WORK TO COMPLETE >>
Among the entries beneath this sentence, how many lines include the word "lists"? Only the number is wanted.

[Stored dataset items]
++++++++

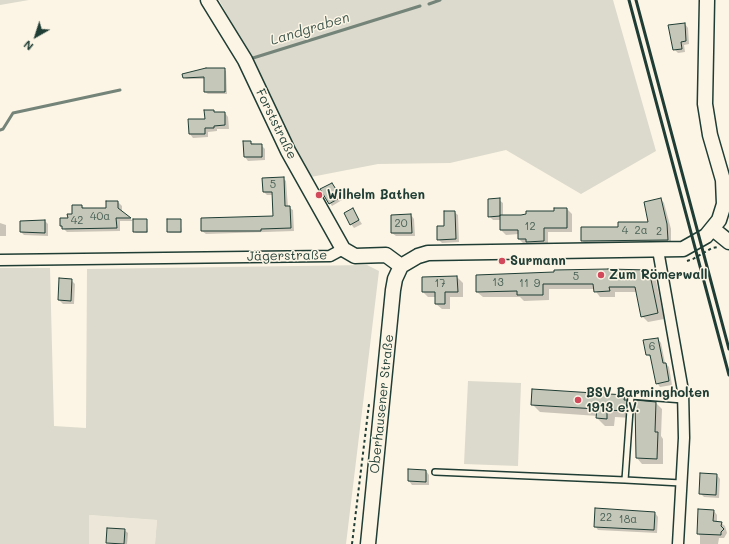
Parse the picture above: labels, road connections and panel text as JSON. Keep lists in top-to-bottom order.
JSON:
{
  "streets": {
    "main road": ["Forststraße", "Jägerstraße", "Oberhausener Straße"]
  },
  "crossings": [
    ["Forststraße", "Jägerstraße"],
    ["Jägerstraße", "Oberhausener Straße"]
  ],
  "water": ["Landgraben"],
  "places": [
    "Wilhelm Bathen",
    "Surmann",
    "Zum Römerwall",
    "BSV Barmingholten 1913 e.V."
  ],
  "house_numbers": [
    "5",
    "40a",
    "42",
    "20",
    "12",
    "4",
    "2a",
    "2",
    "5",
    "13",
    "17",
    "11",
    "9",
    "6",
    "22",
    "18a"
  ],
  "north": "bottom left"
}
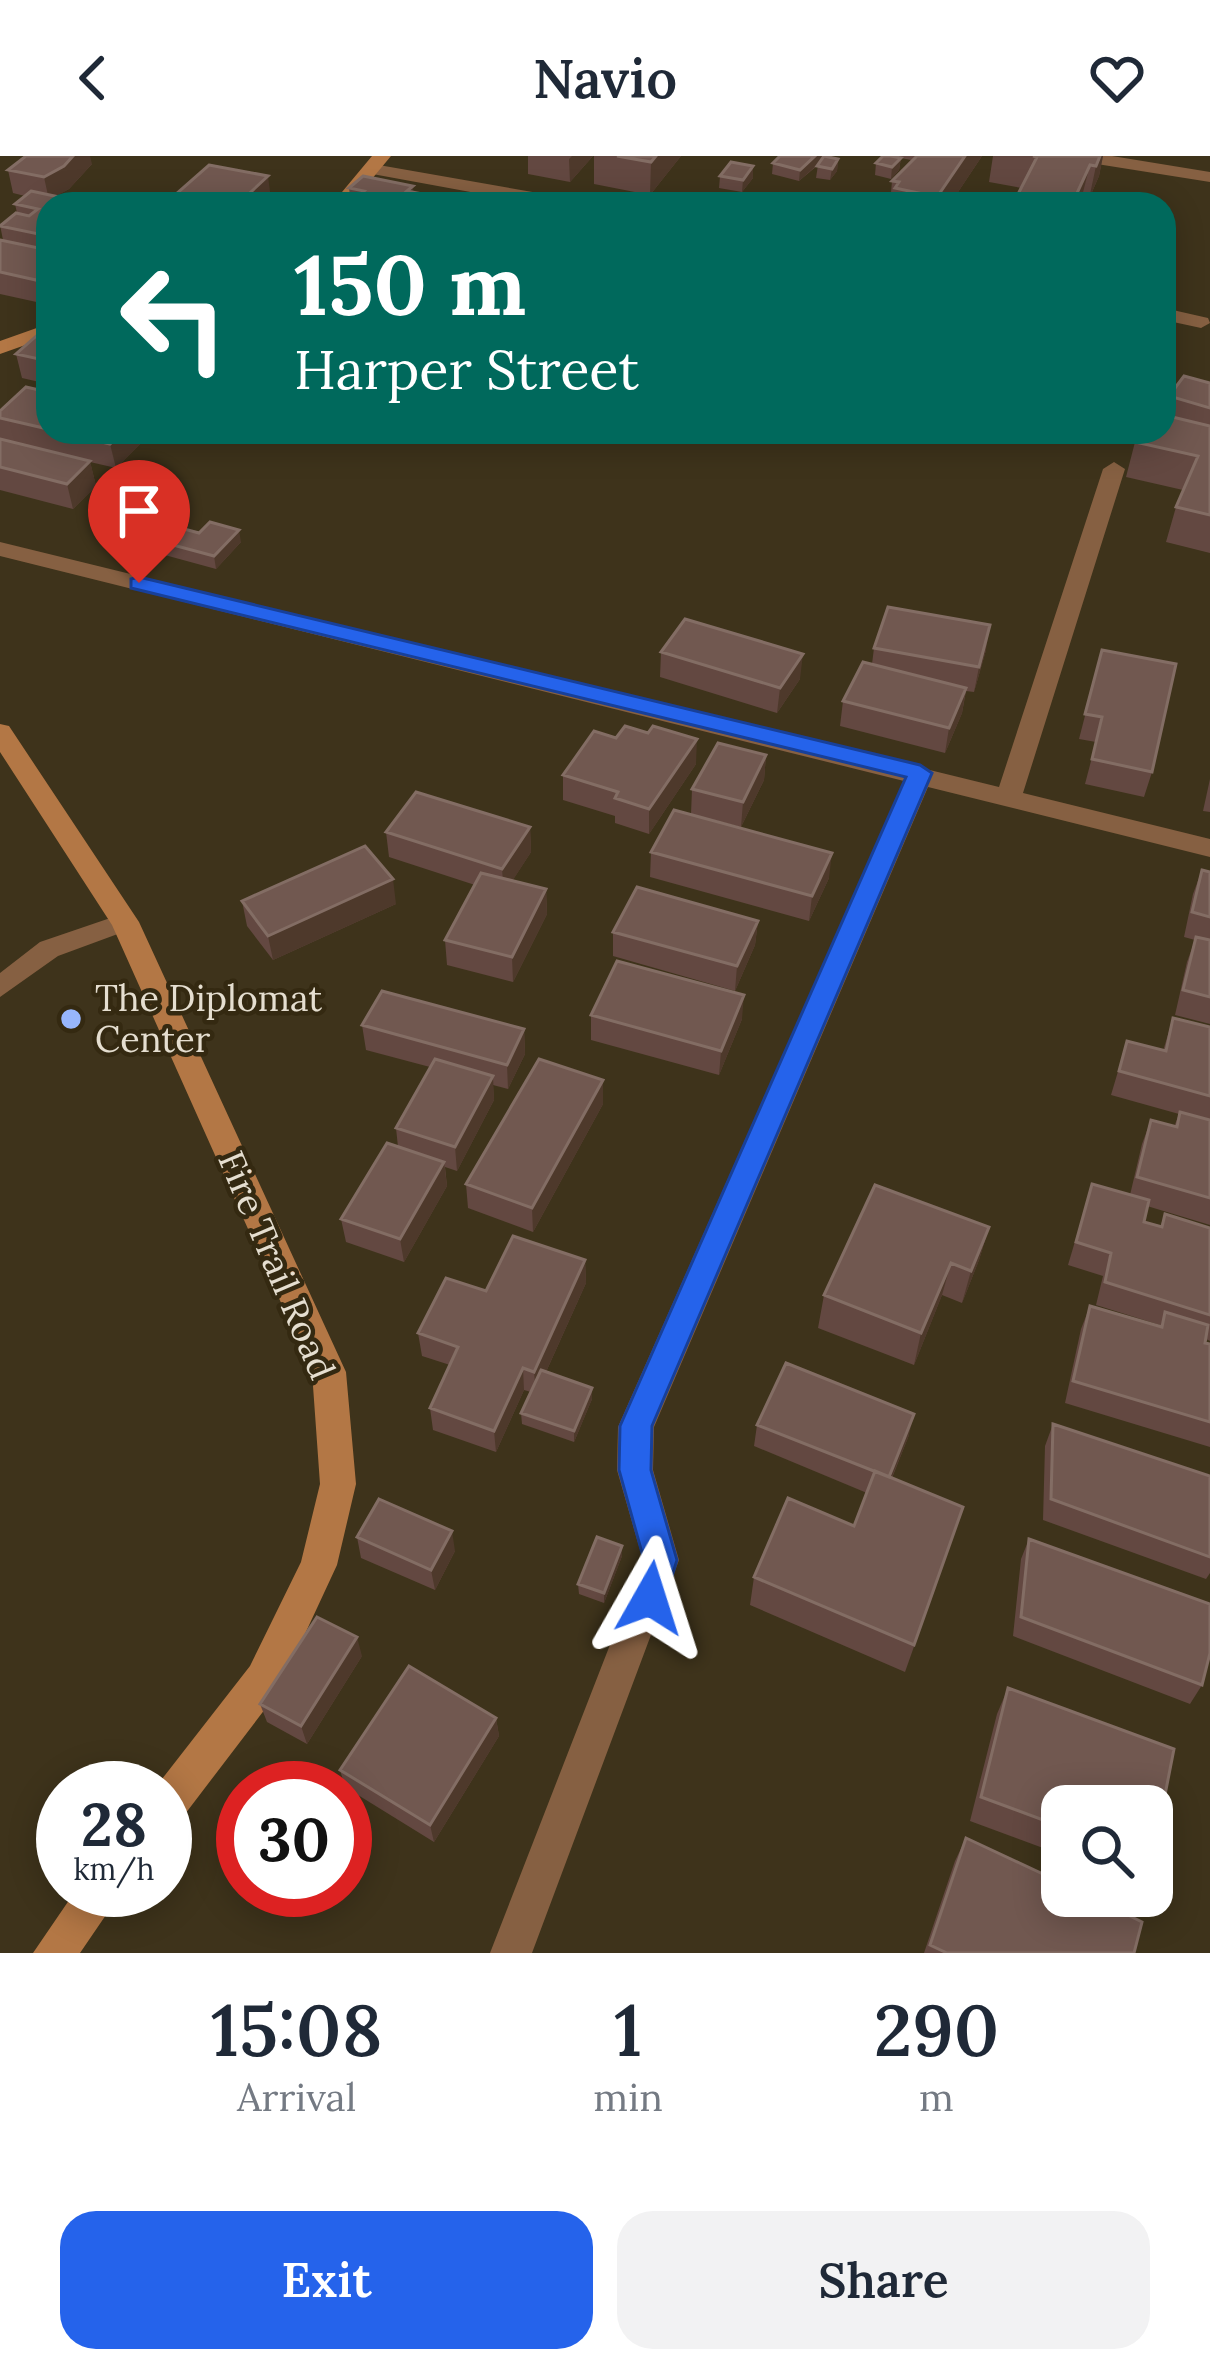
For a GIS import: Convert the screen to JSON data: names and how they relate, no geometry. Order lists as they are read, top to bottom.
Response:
{
  "streets": {
    "street": ["Fire Trail Road"]
  },
  "places": ["The Diplomat Center"],
  "page": {
    "header": "Navio",
    "turn": ["150 m", "Harper Street"],
    "speed": "28 km/h",
    "limit": "30",
    "eta": [
      "15:08",
      "Arrival",
      "1",
      "min",
      "290",
      "m"
    ],
    "buttons": ["Exit", "Share"]
  }
}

++++++++

RESPONSE TO THIS EXERCISE >>
2